City - News

Posted on: December 7, 2016

Hundreds Celebrate Grand Opening of Fire Station One

Fire Station 1

The City of Fort Myers Fire Station One is officially open for business.  On Monday, December 5, more than 150 residents and city officials celebrated the grand opening of the new fire station at a ribbon cutting ceremony at the new Fire Station One on Jackson St. in Fort Myers’ Midtown neighborhood. Instead of cutting a ribbon, however, Fort Myers Mayor Randy Henderson uncoupled a ceremonial fire hose with Ward 4 City Councilman Michael Flanders and other dignitaries.


Mayor Henderson opened the ceremony by reading City Council minutes from December 11, 1950, when the City approved the furnishings for the original Central Fire Station, located near the corner of Martin Luther King, Jr. Blvd. and Central Ave.


“I’m sure that was a happy day for the council,” said Henderson.  “But no more happy than today.”


The celebration comes after 65 years at Fire Station One’s original home, less than two blocks away. The original 18,000 square foot station could not accommodate modern equipment such as the FMFD’s ladder truck, a necessity near downtown high-rise buildings.


 “Today is like Christmas,” said Fort Myers Fire Chief Trenton Bowen.  “You wait for it, and wait for it.  And now it’s finally here.”
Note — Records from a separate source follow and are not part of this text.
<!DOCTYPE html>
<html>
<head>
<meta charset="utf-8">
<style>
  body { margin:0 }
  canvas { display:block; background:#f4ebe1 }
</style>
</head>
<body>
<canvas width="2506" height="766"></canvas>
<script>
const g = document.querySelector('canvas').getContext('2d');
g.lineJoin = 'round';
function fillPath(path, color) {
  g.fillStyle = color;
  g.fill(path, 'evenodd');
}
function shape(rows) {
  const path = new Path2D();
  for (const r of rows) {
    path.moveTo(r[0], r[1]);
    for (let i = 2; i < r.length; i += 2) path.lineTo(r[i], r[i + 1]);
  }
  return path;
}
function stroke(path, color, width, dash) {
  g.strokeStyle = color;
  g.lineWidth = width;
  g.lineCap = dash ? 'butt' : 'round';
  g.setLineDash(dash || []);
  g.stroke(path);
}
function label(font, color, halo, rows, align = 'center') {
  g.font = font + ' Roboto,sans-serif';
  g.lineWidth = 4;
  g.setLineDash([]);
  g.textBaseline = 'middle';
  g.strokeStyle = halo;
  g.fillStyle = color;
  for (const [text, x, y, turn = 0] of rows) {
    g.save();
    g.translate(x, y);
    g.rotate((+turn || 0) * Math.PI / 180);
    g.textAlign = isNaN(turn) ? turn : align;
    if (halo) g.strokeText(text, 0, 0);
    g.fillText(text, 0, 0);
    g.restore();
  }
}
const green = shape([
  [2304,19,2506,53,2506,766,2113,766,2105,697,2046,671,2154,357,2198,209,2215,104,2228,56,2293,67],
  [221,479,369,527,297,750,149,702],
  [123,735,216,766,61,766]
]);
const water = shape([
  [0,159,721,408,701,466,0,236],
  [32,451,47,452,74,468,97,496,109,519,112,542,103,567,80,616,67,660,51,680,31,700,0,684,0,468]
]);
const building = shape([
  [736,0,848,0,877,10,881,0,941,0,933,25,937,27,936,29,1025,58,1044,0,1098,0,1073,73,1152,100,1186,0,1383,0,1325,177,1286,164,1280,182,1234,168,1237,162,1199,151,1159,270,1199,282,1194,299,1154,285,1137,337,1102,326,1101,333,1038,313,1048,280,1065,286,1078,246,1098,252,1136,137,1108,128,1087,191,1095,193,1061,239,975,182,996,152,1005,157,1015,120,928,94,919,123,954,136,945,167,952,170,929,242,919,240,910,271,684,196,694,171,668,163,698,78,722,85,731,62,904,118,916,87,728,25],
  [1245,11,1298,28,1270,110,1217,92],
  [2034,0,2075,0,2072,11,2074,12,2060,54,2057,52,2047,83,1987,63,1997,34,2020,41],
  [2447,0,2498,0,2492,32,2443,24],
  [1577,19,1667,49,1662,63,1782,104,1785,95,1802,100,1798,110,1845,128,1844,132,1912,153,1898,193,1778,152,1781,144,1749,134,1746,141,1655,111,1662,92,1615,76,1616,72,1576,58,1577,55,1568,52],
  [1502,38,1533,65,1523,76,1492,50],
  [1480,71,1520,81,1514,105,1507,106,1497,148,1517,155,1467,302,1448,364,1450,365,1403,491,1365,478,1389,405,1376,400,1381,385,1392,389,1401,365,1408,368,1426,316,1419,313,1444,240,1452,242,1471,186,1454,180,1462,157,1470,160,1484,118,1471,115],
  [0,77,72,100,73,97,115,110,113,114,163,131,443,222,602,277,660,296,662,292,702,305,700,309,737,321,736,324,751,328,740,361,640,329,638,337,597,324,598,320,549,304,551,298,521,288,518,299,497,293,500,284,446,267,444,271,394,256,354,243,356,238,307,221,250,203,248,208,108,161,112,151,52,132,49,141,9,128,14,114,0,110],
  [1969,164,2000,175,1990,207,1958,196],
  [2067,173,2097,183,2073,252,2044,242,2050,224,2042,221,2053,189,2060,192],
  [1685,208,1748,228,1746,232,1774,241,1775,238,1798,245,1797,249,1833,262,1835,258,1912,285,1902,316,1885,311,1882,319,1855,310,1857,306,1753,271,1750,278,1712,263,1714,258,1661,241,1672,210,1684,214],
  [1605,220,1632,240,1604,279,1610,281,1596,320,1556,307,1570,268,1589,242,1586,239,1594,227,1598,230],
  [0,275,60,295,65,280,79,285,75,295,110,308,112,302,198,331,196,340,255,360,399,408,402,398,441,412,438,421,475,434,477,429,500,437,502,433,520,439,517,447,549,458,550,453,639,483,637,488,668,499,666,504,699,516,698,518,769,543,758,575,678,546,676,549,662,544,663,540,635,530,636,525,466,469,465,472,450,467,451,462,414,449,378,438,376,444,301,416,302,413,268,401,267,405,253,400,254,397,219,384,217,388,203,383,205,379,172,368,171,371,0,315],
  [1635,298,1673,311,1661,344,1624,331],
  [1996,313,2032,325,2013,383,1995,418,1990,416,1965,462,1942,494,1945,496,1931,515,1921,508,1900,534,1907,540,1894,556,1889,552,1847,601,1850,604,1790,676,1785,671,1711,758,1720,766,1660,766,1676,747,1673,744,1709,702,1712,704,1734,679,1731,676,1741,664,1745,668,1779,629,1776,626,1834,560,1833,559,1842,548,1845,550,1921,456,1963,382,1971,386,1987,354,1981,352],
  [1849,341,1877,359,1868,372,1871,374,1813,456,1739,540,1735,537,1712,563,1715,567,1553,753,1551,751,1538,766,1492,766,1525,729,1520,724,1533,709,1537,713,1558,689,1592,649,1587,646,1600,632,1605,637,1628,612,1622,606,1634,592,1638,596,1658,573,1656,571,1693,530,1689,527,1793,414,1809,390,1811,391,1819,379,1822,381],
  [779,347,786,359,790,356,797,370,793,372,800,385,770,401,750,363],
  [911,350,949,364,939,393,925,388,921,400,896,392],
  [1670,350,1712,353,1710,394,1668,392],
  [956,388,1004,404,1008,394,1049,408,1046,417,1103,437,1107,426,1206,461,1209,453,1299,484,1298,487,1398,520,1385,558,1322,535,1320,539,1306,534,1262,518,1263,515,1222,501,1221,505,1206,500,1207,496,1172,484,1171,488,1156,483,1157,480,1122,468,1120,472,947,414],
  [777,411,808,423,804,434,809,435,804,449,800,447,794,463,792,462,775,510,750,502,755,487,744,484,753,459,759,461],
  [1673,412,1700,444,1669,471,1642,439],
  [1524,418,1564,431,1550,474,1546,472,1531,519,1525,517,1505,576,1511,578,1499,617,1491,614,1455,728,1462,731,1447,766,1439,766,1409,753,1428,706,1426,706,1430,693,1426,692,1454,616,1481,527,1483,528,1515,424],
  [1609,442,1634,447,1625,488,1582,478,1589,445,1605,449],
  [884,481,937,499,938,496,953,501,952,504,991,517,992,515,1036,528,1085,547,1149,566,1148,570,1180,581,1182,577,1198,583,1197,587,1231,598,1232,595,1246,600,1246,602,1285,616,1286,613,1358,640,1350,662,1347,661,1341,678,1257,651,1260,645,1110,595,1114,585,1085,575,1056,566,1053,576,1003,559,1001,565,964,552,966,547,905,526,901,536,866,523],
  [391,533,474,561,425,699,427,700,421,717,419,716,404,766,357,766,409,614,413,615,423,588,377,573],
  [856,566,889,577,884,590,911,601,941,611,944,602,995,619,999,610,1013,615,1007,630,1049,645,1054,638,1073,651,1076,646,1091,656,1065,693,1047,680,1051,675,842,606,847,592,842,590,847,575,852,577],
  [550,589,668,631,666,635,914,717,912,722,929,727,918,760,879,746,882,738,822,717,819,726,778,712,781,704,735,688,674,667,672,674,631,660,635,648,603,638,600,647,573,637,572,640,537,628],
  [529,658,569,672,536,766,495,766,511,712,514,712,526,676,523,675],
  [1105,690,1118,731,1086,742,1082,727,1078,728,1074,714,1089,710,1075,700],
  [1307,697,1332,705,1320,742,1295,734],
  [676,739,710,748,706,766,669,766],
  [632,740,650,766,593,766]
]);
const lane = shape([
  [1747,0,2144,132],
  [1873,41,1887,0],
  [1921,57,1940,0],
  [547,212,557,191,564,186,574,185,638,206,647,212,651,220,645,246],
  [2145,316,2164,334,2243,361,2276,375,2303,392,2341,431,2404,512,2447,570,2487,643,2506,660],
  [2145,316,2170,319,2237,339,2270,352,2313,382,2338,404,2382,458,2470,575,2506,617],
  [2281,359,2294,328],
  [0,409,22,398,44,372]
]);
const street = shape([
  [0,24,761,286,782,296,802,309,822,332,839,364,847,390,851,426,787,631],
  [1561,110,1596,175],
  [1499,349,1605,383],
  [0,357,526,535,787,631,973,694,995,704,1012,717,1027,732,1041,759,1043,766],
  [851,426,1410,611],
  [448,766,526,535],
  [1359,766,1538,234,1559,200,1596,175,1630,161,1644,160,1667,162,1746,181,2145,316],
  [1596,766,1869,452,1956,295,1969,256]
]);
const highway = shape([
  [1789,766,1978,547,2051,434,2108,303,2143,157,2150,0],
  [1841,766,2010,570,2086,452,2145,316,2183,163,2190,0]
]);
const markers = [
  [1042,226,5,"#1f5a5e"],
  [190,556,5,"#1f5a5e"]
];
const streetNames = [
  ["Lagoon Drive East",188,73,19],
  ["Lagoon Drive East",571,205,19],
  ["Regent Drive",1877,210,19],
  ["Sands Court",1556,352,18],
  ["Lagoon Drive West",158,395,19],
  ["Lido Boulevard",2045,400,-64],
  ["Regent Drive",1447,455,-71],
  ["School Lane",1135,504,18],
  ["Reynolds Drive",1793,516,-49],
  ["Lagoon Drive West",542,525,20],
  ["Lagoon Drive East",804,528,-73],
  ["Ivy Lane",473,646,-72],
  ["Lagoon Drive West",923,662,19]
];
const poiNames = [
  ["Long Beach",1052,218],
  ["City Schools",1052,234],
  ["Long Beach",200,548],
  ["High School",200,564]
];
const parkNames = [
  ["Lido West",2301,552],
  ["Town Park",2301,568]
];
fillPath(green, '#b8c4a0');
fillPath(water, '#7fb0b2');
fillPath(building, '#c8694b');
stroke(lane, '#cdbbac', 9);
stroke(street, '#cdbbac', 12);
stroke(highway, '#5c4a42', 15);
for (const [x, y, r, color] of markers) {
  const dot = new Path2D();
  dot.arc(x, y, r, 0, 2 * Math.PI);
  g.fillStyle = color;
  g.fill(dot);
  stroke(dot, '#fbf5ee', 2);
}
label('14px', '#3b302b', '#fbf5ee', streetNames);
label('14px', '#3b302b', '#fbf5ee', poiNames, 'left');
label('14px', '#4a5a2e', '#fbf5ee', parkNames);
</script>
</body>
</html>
The City’s Department of Public Works collaborated with FMFD to create a facility that accomplishes their mutual goals for public safety and community services. The new 30,700-square-foot fire station allows for modern fire apparatus and equipment, and was designed to meet the 2025 projected needs for building space.  The new building is equipped with wireless access on every floor, and training rooms are outfitted with interactive SMART boards. The internal radio communication system has been upgraded to ensure that signals are effectively transmitted in the hurricane-proof building.


In addition, there is now room for the Fire Prevention staff to work in the same building, improving efficiency and allowing for continuity and coordination of projects.


But while the new station features updated amenities, tradition is also strongly emphasized.  The new Fire Station One features historical FMFD photos, as well as equipment and artifacts, including a life net and a 1926 fire truck on permanent loan from Lee County Mosquito Control.  The original 1950s sign from atop the former building has also been moved to the new Fire Station One.


“There’s a lot of pride of tradition here,” adds Chief Bowen.  “This new fire station is a new page in our history.”